When Eumolpus had, with great volubility, poured out this flood of words,
we came at last to Crotona.  Here we refreshed ourselves at a mean inn,
but on the following day we went in search of more imposing lodgings and
fell in with a crowd of legacy hunters who were very curious as to the
class of society to which we belonged and as to whence we had come.
Thereupon, in accord with our mutual understanding, such ready answers
did we make as to who we might be or whence we had come that we gave them
no cause for doubt.  They immediately fell to wrangling in their desire
to heap their own riches upon Eumolpus and every fortune-hunter solicited
his favor with presents.


Desire no possession unless the world envies me for possessing
Either ‘take-in,’ or else they are ‘taken-in’
Platitudes by which anguished minds are recalled to sanity
They seize what they dread to lose most



For a long time affairs at Crotona ran along in this manner and Eumolpus,
flushed with success so far forgot the former state of his fortunes that
he even bragged to his followers that no one could hold out against any
wish of his, and that any member of his suite who committed a crime
in that city would, through the influence of his friends, get off
unpunished.  But, although I daily crammed my bloated carcass to
overflowing with good things, and began more and more to believe that
Fortune had turned away her face from keeping watch upon me, I frequently
meditated, nevertheless, upon my present state and upon its cause.
“Suppose,” thought I, “some wily legacy hunter should dispatch an agent
to Africa and catch us in our lie?  Or even suppose the hireling servant,
glutted with prosperity, should tip off his cronies or give the whole
scheme away out of spite?  There would be nothing for it but flight and,
in a fresh state of destitution, a recalling of poverty which had been
driven off.  Gods and goddesses, how ill it fares with those living
outside the law; they are always on the lookout for what is coming to
them!”  (Turning these possibilities over in my mind I left the house, in
a state of black melancholy, hoping to revive my spirits in the fresh
air, but scarcely had I set foot upon the public promenade when a girl,
by no means homely, met me, and, calling me Polyaenos, the name I had
assumed since my metamorphosis, informed me that her mistress desired
leave to speak with me.  “You must be mistaken,” I answered, in
confusion, “I am only a servant and a stranger, and am by no means worthy
of such an honor.”)


(“You yourself,” she replied, “are the one to whom I was sent but,)
because you are well aware of your good looks, you are proud and sell
your favors instead of giving them.
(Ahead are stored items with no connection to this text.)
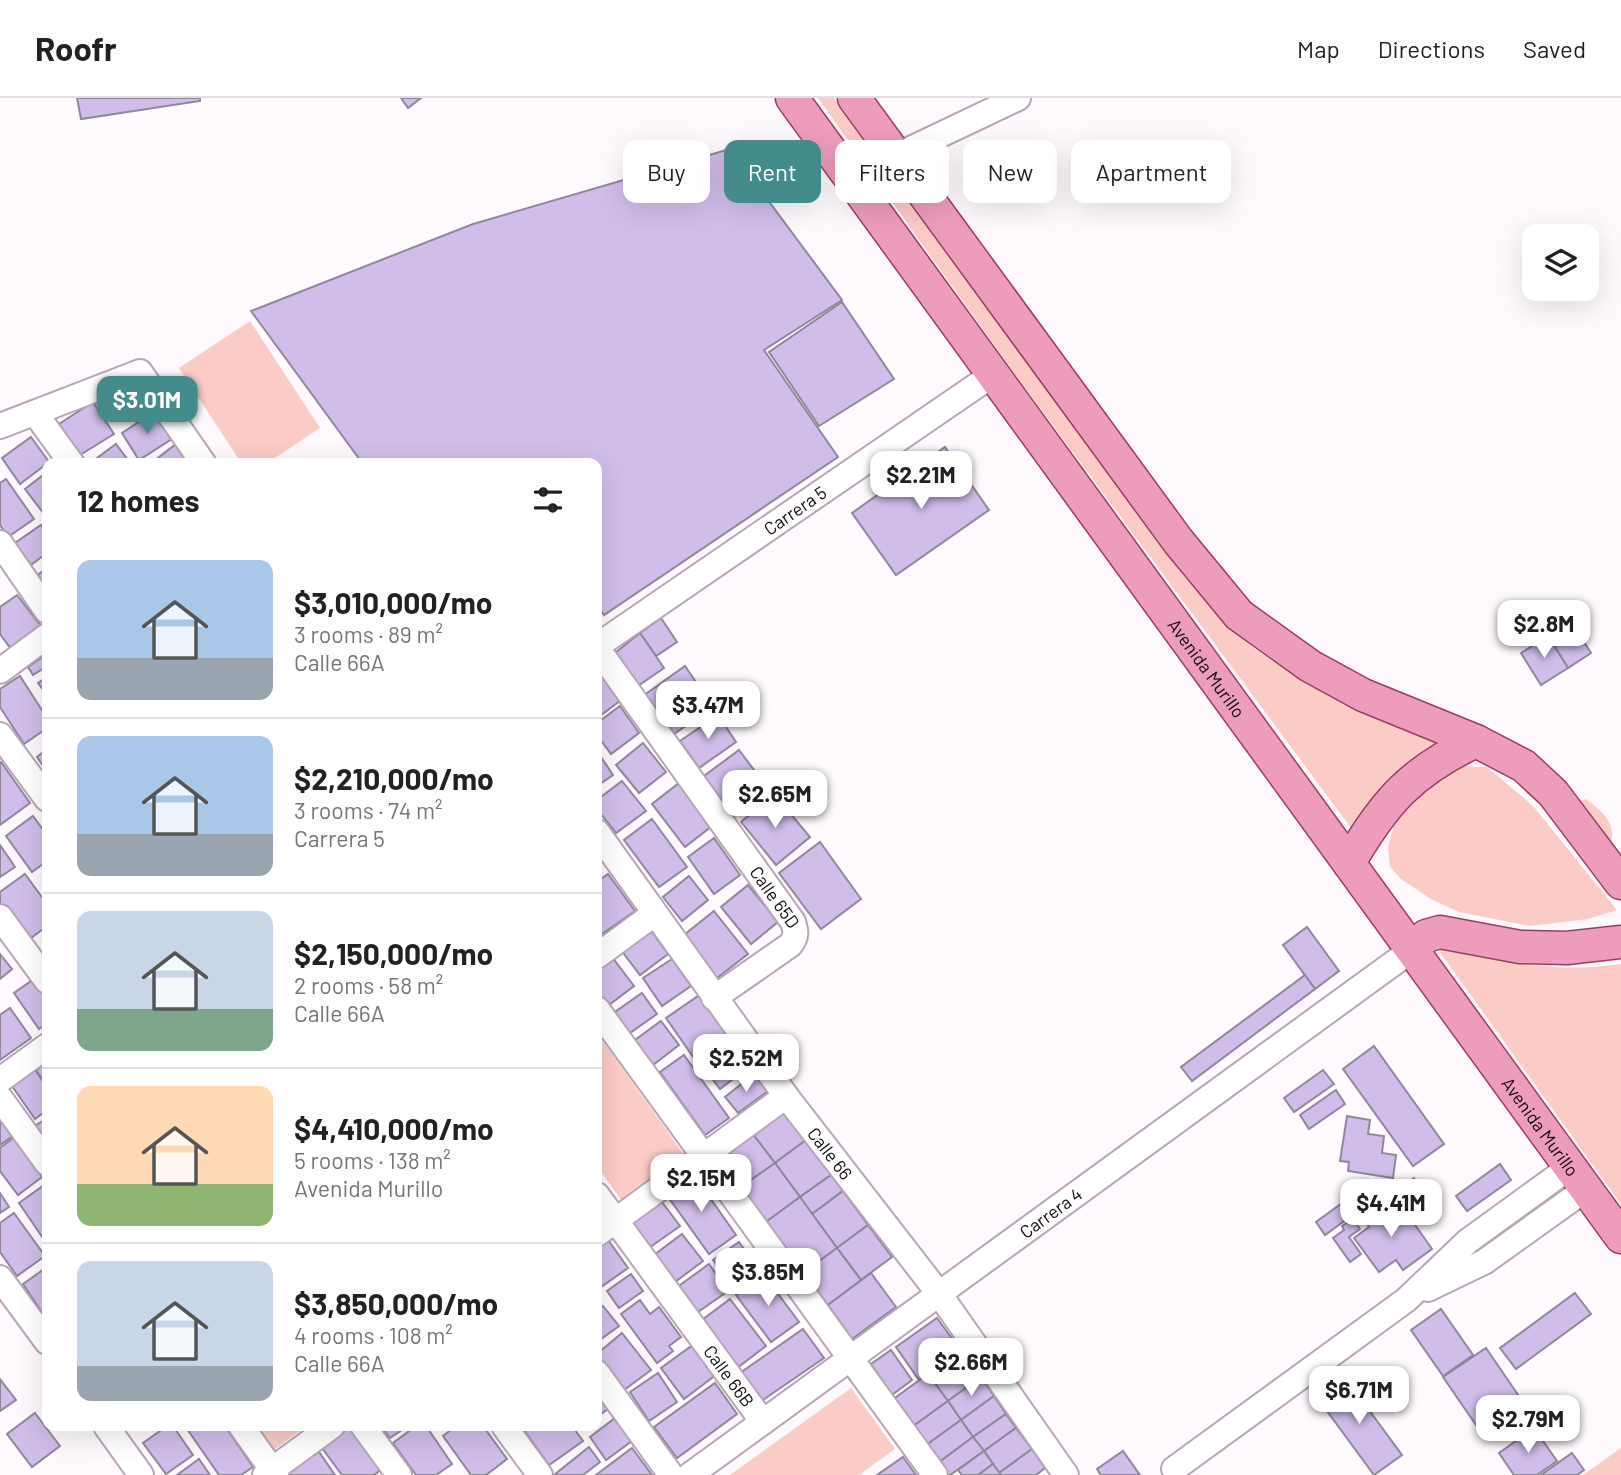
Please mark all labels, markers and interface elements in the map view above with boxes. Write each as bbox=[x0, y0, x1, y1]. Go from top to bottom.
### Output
text: Roofr bbox=[35, 28, 117, 68]
text: Map bbox=[1297, 34, 1340, 63]
text: Directions bbox=[1378, 34, 1485, 63]
text: Saved bbox=[1523, 34, 1586, 63]
chip: Buy bbox=[623, 140, 710, 203]
chip: Rent bbox=[724, 140, 821, 203]
chip: Filters bbox=[835, 140, 949, 203]
chip: New bbox=[963, 140, 1057, 203]
chip: Apartment bbox=[1071, 140, 1231, 203]
map controls bbox=[1522, 224, 1599, 301]
button: layers bbox=[1522, 224, 1599, 301]
pin: $3.01M bbox=[90, 376, 204, 436]
text: $3.01M bbox=[113, 385, 181, 413]
pin: $2.21M bbox=[864, 452, 978, 511]
text: $2.21M bbox=[886, 460, 956, 488]
icon: filters bbox=[529, 481, 567, 519]
street label: Carrera 5 bbox=[759, 481, 831, 539]
text: 12 homes bbox=[77, 482, 200, 518]
text: $3,010,000/mo bbox=[294, 584, 492, 620]
icon: home bbox=[133, 588, 217, 672]
pin: $2.8M bbox=[1495, 601, 1593, 660]
text: $2.8M bbox=[1513, 609, 1575, 637]
street label: Avenida Murillo bbox=[1164, 614, 1250, 722]
text: 3 rooms · 89 m² bbox=[294, 620, 443, 648]
text: Calle 66A bbox=[294, 648, 385, 676]
pin: $3.47M bbox=[651, 682, 765, 741]
text: $3.47M bbox=[672, 690, 744, 718]
text: $2,210,000/mo bbox=[294, 760, 494, 796]
icon: home bbox=[133, 764, 217, 848]
pin: $2.65M bbox=[718, 770, 832, 830]
text: $2.65M bbox=[738, 779, 812, 807]
text: 3 rooms · 74 m² bbox=[294, 796, 443, 824]
text: Carrera 5 bbox=[294, 824, 385, 852]
street label: Calle 65D bbox=[745, 862, 805, 932]
text: $2,150,000/mo bbox=[294, 935, 493, 971]
icon: home bbox=[133, 939, 217, 1023]
text: 2 rooms · 58 m² bbox=[294, 971, 443, 999]
text: Calle 66A bbox=[294, 999, 385, 1027]
pin: $2.52M bbox=[689, 1034, 803, 1094]
text: $2.52M bbox=[709, 1043, 783, 1071]
street label: Avenida Murillo bbox=[1497, 1073, 1584, 1180]
text: $4,410,000/mo bbox=[294, 1110, 494, 1146]
icon: home bbox=[133, 1114, 217, 1198]
street label: Calle 66 bbox=[803, 1123, 857, 1184]
text: 5 rooms · 138 m² bbox=[294, 1146, 451, 1174]
pin: $2.15M bbox=[644, 1154, 758, 1214]
text: $2.15M bbox=[666, 1163, 736, 1191]
text: Avenida Murillo bbox=[294, 1174, 443, 1202]
pin: $4.41M bbox=[1334, 1180, 1448, 1239]
street label: Carrera 4 bbox=[1015, 1183, 1086, 1243]
text: $4.41M bbox=[1356, 1188, 1426, 1216]
pin: $3.85M bbox=[711, 1248, 825, 1308]
text: $3.85M bbox=[731, 1257, 805, 1285]
text: $3,850,000/mo bbox=[294, 1285, 498, 1321]
icon: home bbox=[133, 1289, 217, 1373]
text: 4 rooms · 108 m² bbox=[294, 1321, 453, 1349]
pin: $2.66M bbox=[914, 1338, 1028, 1398]
street label: Calle 66B bbox=[699, 1341, 759, 1411]
text: $2.66M bbox=[934, 1347, 1008, 1375]
text: Calle 66A bbox=[294, 1349, 385, 1377]
pin: $6.71M bbox=[1302, 1366, 1416, 1426]
text: $6.71M bbox=[1325, 1375, 1393, 1403]
pin: $2.79M bbox=[1471, 1396, 1585, 1455]
text: $2.79M bbox=[1492, 1404, 1564, 1432]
What else can those wavy well-combed
locks mean or that face, rouged and covered with cosmetics, or that
languishing, wanton expression in your eyes?  Why that gait, so precise
that not a footstep deviates from its place, unless you wish to show off
your figure in order to sell your favors?  Look at me, I know nothing
about omens and I don’t study the heavens like the astrologers, but I can
read men’s intentions in their faces and I know what a flirt is after
when I see him out for a stroll; so if you’ll sell us what I want there’s
a buyer ready, but if you will do the graceful thing and lend, let us be
under obligations to you for the favor.  And as for your confession that
you are only a common servant, by that you only fan the passion of the
lady who burns for you, for some women will only kindle for canaille and
cannot work up an appetite unless they see some slave or runner with his
clothing girded up: a gladiator arouses one, or a mule-driver all covered
with dust, or some actor posturing in some exhibition on the stage.  My
mistress belongs to this class, she jumps the fourteen rows from the
stage to the gallery and looks for a lover among the gallery gods at the
back.” Puffed up with this delightful chatter.  “Come now, confess, won’t
you,” I queried, “is this lady who loves me yourself?”  The waiting maid
smiled broadly at this blunt speech.  “Don’t have such a high opinion of
yourself,” said she, “I’ve never given in to any servant yet; the gods
forbid that I should ever throw my arms around a gallows-bird.  Let the
married women see to that and kiss the marks of the scourge if they like:
I’ll sit upon nothing below a knight, even if I am only a servant.”  I
could not help marveling, for my part, at such discordant passions, and I
thought it nothing short of a miracle that this servant should possess
the hauteur of the mistress and the mistress the low tastes of the wench!

     Each one will find what suits his taste, one thing is not for all,
     One gathers roses as his share, another thorns enthrall.

After a little more teasing, I requested the maid to conduct her mistress
to a clump of plane trees.  Pleased with this plan, the girl picked up
the skirt of her garment and turned into a laurel grove that bordered the
path.  After a short delay she brought her mistress from her hiding-place
and conducted her to my side; a woman more perfect than any statue.
There are no words with which to describe her form and anything I could
say would fall far short.  Her hair, naturally wavy, flowed completely
over her shoulders; her forehead was low and the roots of her hair were
brushed back from it; her eyebrows, running from the very springs of her
cheeks, almost met at the boundary line between a pair of eyes brighter
than stars shining in a moonless night; her nose was slightly aquiline
and her mouth was such an one as Praxiteles dreamed Diana had.  Her chin,
her neck, her hands, the gleaming whiteness of her feet under a slender
band of gold; she turned Parian marble dull!  Then, for the first time,
Doris’ tried lover thought lightly of Doris!

     Oh Jove, what’s come to pass that thou, thine armor cast away
     Art mute in heaven; and but an idle tale?
     At such a time the horns should sprout, the raging bull hold sway,
     Or they white hair beneath swan’s down conceal
     Here’s Dana’s self!  But touch that lovely form
     Thy limbs will melt beneath thy passions’ storm!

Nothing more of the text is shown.